Pasar ini awalnya bernama Vincke Passer yang merujuk pada nama arsiteknya. Pasar Senen dibangun 30 Agustus 1735 yang awalnya memang hanya beraktivitas pada hari Senin.
Dalam buku Pasar Senen: Reorganisasi Pasar Tahun 1966 – 1993, wilayah Senen awalnya terkenal dengan hasil perkebunannya yang melimpah.
Maka tidak mengherankan kalau lokasi tersebut akhirnya dikembangkan menjadi sebuah pasar, seiring dengan berkembangnya perekonomian masyarakat masa itu.
Tidak hanya sebagai arsitek, Yustinus Vinck diketahui adalah pemilik tanah dari Vincke Passer. Sebelum membangun pasar, dia membuat permohonan ke pemerintah Belanda.
Permohonan pembangunan pasar di Jalan Groote Zuiderweg tersebut, langsung disetujui oleh Gubernur Jenderal Abraham Patras melalui sebuah surat keputusan.
Peraturan
Laman Sindo menyebut, VOC adalah orang yang membuat peraturan bagi para tuan tanah yang memiliki pasar di atas tanah mereka untuk harus membuka pasar pada hari-hari tertentu saja.
Namun seiring berjalannya waktu, Vincke Passer dipakai untuk aktivitas jual beli setiap hari dan tidak hanya terbatas pada hari Senin saja.
Vincke Passer ternyata juga merupakan pasar pertama yang menerapkan sistem jual beli dengan menggunakan uang sebagai alat tukar yang sah.
Pasar Senen pernah mengalami dua kali tragedi kebakaran yang menghanguskan kios-kios di dalamnya, yakni pada 25 April 2014 dan 19 Januari 2017.
Terkenal
Pasar yang terletak di Kecamatan Senen, Jakarta Pusat ini sangat terkenal sebagai pusat niaga. Tak jauh dari Pasar Senen, ada Stasiun Kereta Api Pasar Senen yang juga banyak digunakan masyarakat untuk bepergian ke luar kota.
Menurut jurnal Historia Madania bertajuk “Pasar Senen: Reorganisasi Pasar Tahun 1966 – 1993”, wilayah Senen terkenal dengan hasil perkebunannya. Seiring dengan berkembangnya perekonomian masyarakat saat itu, muncullah gagasan pendirian pasar.
Sang pemilik tanah Senen, Justinus Vinck, kemudian mengajukan permohonan pendirian pasar ke pemerintah Belanda.

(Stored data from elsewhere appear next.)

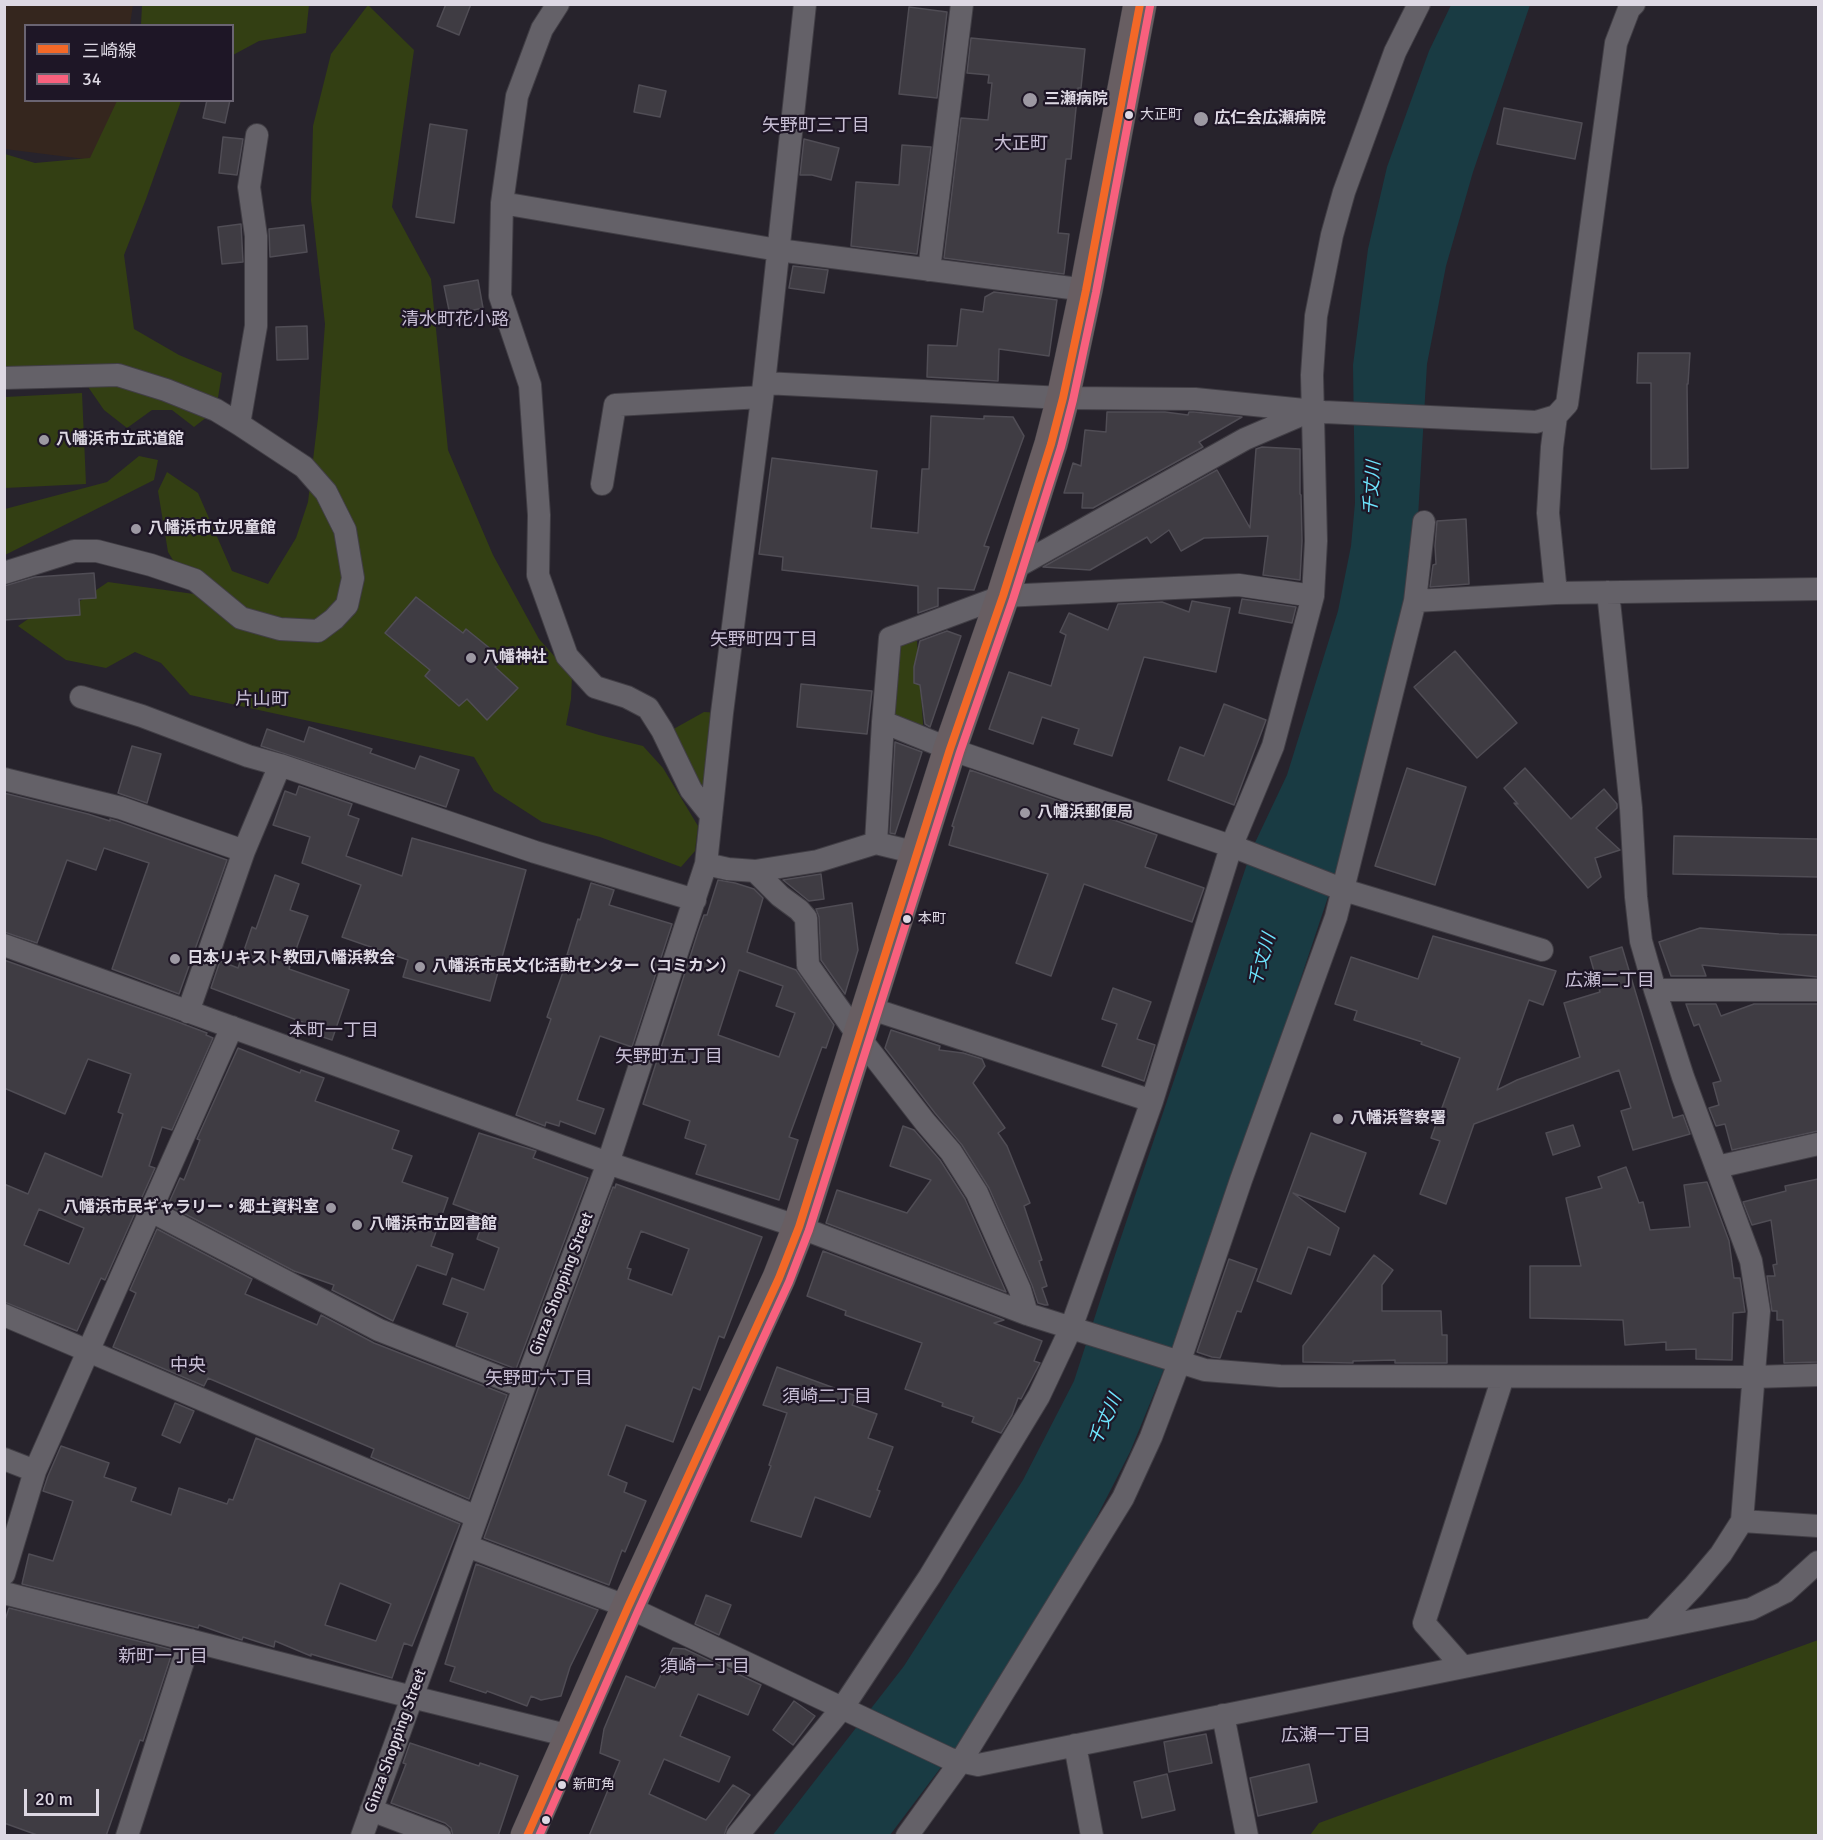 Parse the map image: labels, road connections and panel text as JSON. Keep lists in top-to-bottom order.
{
  "streets": {
    "street": ["Ginza Shopping Street"]
  },
  "districts": [
    "矢野町三丁目",
    "大正町",
    "清水町花小路",
    "矢野町四丁目",
    "片山町",
    "広瀬二丁目",
    "本町一丁目",
    "矢野町五丁目",
    "中央",
    "矢野町六丁目",
    "須崎二丁目",
    "新町一丁目",
    "須崎一丁目",
    "広瀬一丁目"
  ],
  "water": ["千丈川"],
  "places": [
    "三瀬病院",
    "大正町",
    "広仁会広瀬病院",
    "八幡浜市立武道館",
    "八幡浜市立児童館",
    "八幡神社",
    "八幡浜郵便局",
    "本町",
    "日本リキスト教団八幡浜教会",
    "八幡浜市民文化活動センター（コミカン）",
    "八幡浜警察署",
    "八幡浜市民ギャラリー・郷土資料室",
    "八幡浜市立図書館",
    "新町角"
  ],
  "lines": ["transit line 三崎線", "transit line 34"],
  "legend": ["三崎線", "34"],
  "scale_bar": "20 m"
}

Permohonan itu langsung disetujui oleh Gubernur Jenderal Abraham Patras melalui sebuah surat keputusan. Baca Juga Asal Usul Nama Cakung, Dulunya Batas Wilayah Kekuasaan Indonesia dan Sekutu Pasar Senen didirikan tepat di sebelah selatan Jalan Gunung Sahari.

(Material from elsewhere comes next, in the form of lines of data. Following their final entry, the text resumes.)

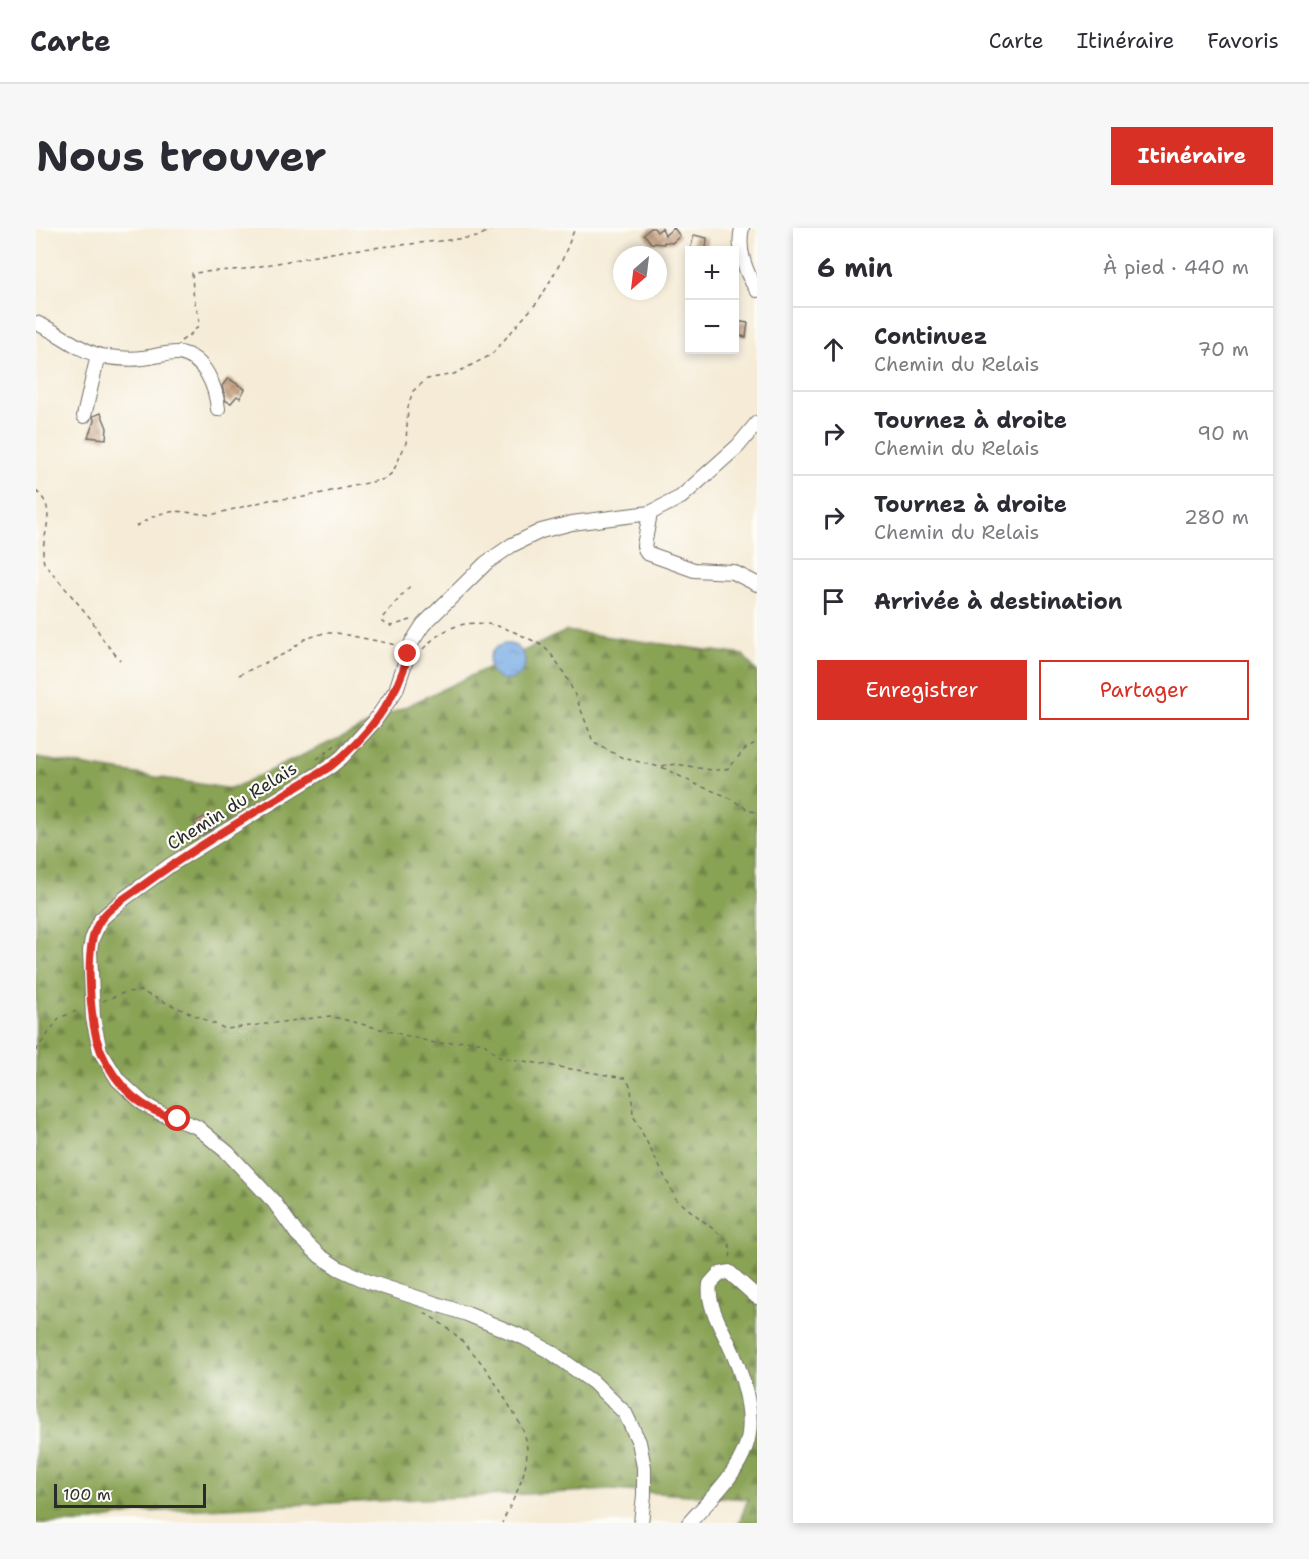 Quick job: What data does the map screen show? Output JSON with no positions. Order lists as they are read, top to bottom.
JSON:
{
  "streets": {
    "street": ["Chemin du Relais"]
  },
  "scale_bar": "100 m",
  "north": "bottom left",
  "page": {
    "header": "Carte",
    "nav": ["Carte", "Itinéraire", "Favoris"],
    "buttons": [
      "Itinéraire",
      ["Enregistrer", "Partager"]
    ],
    "title": "Nous trouver",
    "heading": ["6 min", "À pied · 440 m"],
    "map_buttons": ["+", "−"],
    "list": [
      ["Continuez", "Chemin du Relais", "70 m"],
      ["Tournez à droite", "Chemin du Relais", "90 m"],
      ["Tournez à droite", "Chemin du Relais", "280 m"],
      "Arrivée à destination"
    ],
    "scale": "100 m"
  }
}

Pada masa itu, jalan tersebut dikenal dengan nama Groote Zuiderweg. Namun, orang-orang Belanda lebih mengenal pasar itu dengan nama Vincke Passer atau Pasar Vinck, mengacu pada nama sang pendiri.
Pasar Senen banyak dihuni oleh orang-orang Tionghoa dan sebagian besar dari mereka tinggal di wilayah tersebut.

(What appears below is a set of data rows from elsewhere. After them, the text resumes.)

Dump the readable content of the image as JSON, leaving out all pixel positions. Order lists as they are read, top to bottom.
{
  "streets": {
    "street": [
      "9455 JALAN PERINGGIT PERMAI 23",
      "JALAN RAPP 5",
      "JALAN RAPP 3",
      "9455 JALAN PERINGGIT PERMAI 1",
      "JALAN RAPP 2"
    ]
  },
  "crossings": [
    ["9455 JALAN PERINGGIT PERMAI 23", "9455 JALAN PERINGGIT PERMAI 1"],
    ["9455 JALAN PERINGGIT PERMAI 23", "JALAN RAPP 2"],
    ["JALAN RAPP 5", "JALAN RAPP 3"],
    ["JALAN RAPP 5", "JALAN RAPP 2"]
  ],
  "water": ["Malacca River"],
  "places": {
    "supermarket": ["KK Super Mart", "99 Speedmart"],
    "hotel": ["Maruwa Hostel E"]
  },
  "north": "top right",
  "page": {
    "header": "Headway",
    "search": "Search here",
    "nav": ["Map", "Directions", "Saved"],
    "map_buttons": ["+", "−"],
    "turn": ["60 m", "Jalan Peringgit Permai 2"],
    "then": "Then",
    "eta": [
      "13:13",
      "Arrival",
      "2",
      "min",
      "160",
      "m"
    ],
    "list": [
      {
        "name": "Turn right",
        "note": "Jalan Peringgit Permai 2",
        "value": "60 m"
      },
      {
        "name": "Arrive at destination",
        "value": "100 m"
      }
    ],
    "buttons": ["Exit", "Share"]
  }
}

Pasar ini semakin maju di masa pendudukan Jepang. Bahkan, masih eksis hingga detik ini. Sejarawan Bondan Kanumoyoso menerangkan, Pasar Senen ini merupakan bagian dari perkembangan Kota Batavia lama.
Kota Batavia di abad 17 mulai berkembang ke luar tembok kota (Kota Tua). Keamanan kota mulai terjamin karena ada kesepakatan damai dengan Mataram dan Banten.
Penduduk mulai bisa tinggal dengan aman di luar tembok kota. Penduduk pun mulai berdatangan dan kegiatan ekonomi meningkat. Dosen Universitas Indonesia (UI) itu mengatakan, masyarakat tentunya memerlukan pasar untuk menukar komoditasnya.
Pemerintah Kolonial pun mengizinkan kepada orang-orang yang mempunyai modal dan tanah untuk mendirikan pasar. Pada 1745, Yustinus Vinck mengajukan izin mendirikan pasar di kawasan Tanah Abang dan Senen.
Sebenarnya bukan hanya Yustinus Vinck, tapi ada beberapa orang Belanda lain yang mengajukan izin membuka pasar. Pasar Senen itu sebagian tanahnya milik Cornelis Chasteleindan. Tapi mungkin Yustinus Vinck beli sendiri, yang sekarang menjadi pasar.
Seiring berjalannya waktu, penduduk makin bertambah dan kegiatan ekonomi meningkat. Pasar ini pun buka setiap hari.
Di era pergerakan, pasar ini menjadi tempat berkumpulnya tokoh pergerakan, seperti Chaerul Saleh, Adam Malik, Soekarno, dan M Hatta. Pada tahun 1950-an, seniman, seperti Ajib Rosidi, Sukarno M Noor, dan HB Yasin pun sering berkumpul di sini.
Dulu ada banyak restoran padang yang enak-enak. Buka 24 jam, orang-orang bisa duduk-duduk, makan, minum kopi, dan ngobrol-ngobrol masalah kebudayaan. Jadi tempat favorit untuk seniman dan budayawan. (Hilal)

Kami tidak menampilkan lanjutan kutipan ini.